By that evening, Gus had a bad haircut and a bad attitude. He drove his pickup out along the road that took him to his hunting lease, but this time he turned down a little creek road that emptied down into a hollow.  As the truck sped along into the hollow, he came into a land of boulders and closely cropped grass, and then he came to a gait with thick woven wire fence all around. He opened the gate, drove through, and shut it. And as he drove, the came into the presence of so many swine of all shapes, sizes, colors.

These were the hogs that Eustace had told him about. And then he came to the farm house, a chipped paint old ranch house that Maxwell Baker had made for himself in the big woods.  Maxwell had since moved away, but Travis had returned to make a go of it as a big farmer.

The house was on the other side of a fence, and when Gus got out of his car to open the gate, he had to kick away a few smart pigs who thought that a gate opening was the perfect chance for a jail break.

As he walked up to the farmhouse door. He spotted the two hounds tied in the backyard to steel drums filled with straw.

They weren’t loose all the time, Gus thought to himself, and that explains why they were so fat.
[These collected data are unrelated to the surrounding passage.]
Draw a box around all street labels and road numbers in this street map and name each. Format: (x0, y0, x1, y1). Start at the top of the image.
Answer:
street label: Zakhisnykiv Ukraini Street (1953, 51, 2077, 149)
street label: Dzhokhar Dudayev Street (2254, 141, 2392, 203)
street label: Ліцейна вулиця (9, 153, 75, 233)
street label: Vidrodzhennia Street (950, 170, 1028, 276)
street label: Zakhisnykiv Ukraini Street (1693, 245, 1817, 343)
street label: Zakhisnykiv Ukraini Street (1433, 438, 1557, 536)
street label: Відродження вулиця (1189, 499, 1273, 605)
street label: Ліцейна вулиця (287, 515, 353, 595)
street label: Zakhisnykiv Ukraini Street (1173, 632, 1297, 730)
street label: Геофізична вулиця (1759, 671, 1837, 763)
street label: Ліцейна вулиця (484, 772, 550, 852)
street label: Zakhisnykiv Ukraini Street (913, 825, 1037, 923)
He marched up the front porch and knocked on the front door. Travis Baker opened the door, and the two men exchanged their pleasantries. Gus thought he’d be angry and shouting by now, but something told him to hold back.

“Well, my name is Gus Morrison. I am bowhunter who has access to the old Russell McDonald place, and well, every time I go up there…. I…I…see your dogs.”

“My dogs?”

“Yeah, the two black-and-tans. They run a lot of deer, and well, I pay a lot of money to lease that place….and the hunting, well, sucks.”

“I guess I wouldn’t like hounds running off my deer either, but the thing is I don’t know how to train them not to. Dad used to beat his beagles if they ran deer, but I don’t want to beat these dogs. They’re too good to be beaten like that.”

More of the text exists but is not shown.